J Bone Joint Surg Am. 2025 May 23;107(14):1598-1603. doi: 10.2106/JBJS.24.01353.
Patients with apical spinal cord deformity have been shown to be at a greater risk for intraoperative neuromonitoring (IONM) alerts when undergoing posterior spinal instrumented fusion (PSF) for adolescent idiopathic scoliosis (AIS). The use of intraoperative traction during deformity correction has also been associated with an increased risk of IONM alerts. With use of the Spinal Cord Shape Classification System (SCSCS), we investigated the interaction between spinal cord type and the use of intraoperative traction and their impact on IONM alerts during the surgical correction of AIS.

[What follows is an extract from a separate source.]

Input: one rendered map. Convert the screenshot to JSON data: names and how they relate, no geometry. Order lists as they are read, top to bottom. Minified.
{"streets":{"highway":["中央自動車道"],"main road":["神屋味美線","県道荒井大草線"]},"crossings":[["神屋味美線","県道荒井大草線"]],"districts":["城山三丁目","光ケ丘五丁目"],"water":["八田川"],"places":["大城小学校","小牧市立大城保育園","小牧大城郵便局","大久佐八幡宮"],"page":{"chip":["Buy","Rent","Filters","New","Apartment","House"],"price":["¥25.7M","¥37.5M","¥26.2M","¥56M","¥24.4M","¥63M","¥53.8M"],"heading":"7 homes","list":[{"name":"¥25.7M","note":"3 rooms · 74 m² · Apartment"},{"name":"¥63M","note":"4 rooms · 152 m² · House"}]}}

A total of 441 consecutive patients who underwent PSF or combined PSF plus anterior spinal fusion (ASF) for AIS between 2003 and 2022 were retrospectively reviewed. Those with major thoracic curves of ≥70° and available preoperative magnetic resonance images (MRIs) were included. Charts were reviewed for IONM alerts and the use of intraoperative traction. Spinal cord morphology was determined using the SCSCS. A multivariable regression model was used to assess the risk factors for an IONM alert.

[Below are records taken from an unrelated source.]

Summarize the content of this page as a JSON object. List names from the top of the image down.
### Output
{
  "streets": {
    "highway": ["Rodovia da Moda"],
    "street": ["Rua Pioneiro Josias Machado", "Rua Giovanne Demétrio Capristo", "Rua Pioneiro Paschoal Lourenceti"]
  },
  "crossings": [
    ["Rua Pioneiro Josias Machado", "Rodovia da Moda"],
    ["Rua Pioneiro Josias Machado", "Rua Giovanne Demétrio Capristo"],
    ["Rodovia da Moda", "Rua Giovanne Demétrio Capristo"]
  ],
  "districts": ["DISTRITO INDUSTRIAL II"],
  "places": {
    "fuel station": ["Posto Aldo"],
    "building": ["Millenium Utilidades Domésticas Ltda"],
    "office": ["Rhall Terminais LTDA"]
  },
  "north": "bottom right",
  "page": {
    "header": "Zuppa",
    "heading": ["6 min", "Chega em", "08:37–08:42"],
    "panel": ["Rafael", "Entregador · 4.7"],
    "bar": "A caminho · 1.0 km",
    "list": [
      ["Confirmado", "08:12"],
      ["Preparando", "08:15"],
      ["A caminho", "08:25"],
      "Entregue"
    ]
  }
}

Preoperative MRIs were available for 102 patients. Type-3 cords were present in 15 (14.7%) of the 102 patients. Intraoperative traction was used in 15 (14.7%) of the 102 patients, including 5 with type-3 cords. Patients with type-3 cords were more likely to have an IONM alert than those with type-1 or 2 cords (40.0% [type 3] versus 12.6% [type 1 or 2]; odds ratio [OR], 4.60; 95% confidence interval [CI], 1.34 to 15.53). No such difference was observed between patients with type-1 cords and those with type-2 cords (12.5% and 12.7%, respectively; p > 0.9999). All patients with type-3 cords placed in intraoperative traction experienced IONM alerts, whereas only 10% of patients with type-3 cords not placed in traction experienced such alerts (p = 0.002). Multivariable regression modeling revealed intraoperative traction to be the only independent risk factor for an IONM alert (OR, 9.37; 95% CI, 2.47 to 38.24).

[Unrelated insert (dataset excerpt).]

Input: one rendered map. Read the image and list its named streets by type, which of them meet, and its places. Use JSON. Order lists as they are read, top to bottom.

This study demonstrated that 14.7% of patients with AIS and curves of ≥70° had a type-3 cord. Intraoperative traction carried a ninefold increased risk of an IONM alert. When intraoperative traction is used for type-3 cords, surgeons should expect IONM alerts to occur. The SCSCS can be condensed into 2 groups for a pediatric population.
Prognostic Level III . See Instructions for Authors for a complete description of levels of evidence.
对于患有顶段脊髓畸形的患者,在接受青少年特发性脊柱侧凸(AIS)后路脊柱器械融合术(PSF)时,术中神经监测(IONM)发出警报的风险更高。在畸形矫正过程中使用术中牵引也与IONM发出警报的风险增加有关。通过使用脊髓形状分类系统(SCSCS),我们研究了脊髓类型与术中牵引的使用之间的相互作用及其对AIS手术矫正期间IONM发出警报的影响。
回顾性分析了2003年至2022年间连续接受PSF或PSF联合前路脊柱融合术(ASF)治疗AIS的441例患者。纳入主要胸弯≥70°且有术前磁共振成像(MRI)的患者。查阅病历以了解IONM发出警报的情况和术中牵引的使用情况。使用SCSCS确定脊髓形态。采用多变量回归模型评估IONM发出警报的危险因素。
102例患者有术前MRI。102例患者中有15例(14.7%)为3型脊髓。102例患者中有15例(14.7%)使用了术中牵引,其中5例为3型脊髓。3型脊髓患者比1型或2型脊髓患者更有可能出现IONM警报(40.0%[3型]对12.6%[1型或2型];优势比[OR],4.60;95%置信区间[CI],1.34至15.53)。1型脊髓患者和2型脊髓患者之间未观察到此类差异(分别为12.5%和12.7%;p>0.9999)。所有在术中接受牵引的3型脊髓患者均出现IONM警报,而未接受牵引的3型脊髓患者中只有10%出现此类警报(p=0.002)。多变量回归模型显示术中牵引是IONM发出警报的唯一独立危险因素(OR,9.37;95%CI,2.47至38.24)。
本研究表明,14.7%的AIS且胸弯≥70°的患者为3型脊髓。术中牵引使IONM发出警报的风险增加了9倍。当对3型脊髓使用术中牵引时外科医生应预期会出现IONM警报。对于儿科人群,SCSCS可浓缩为2组。
预后III级。有关证据水平的完整描述,请参阅作者指南。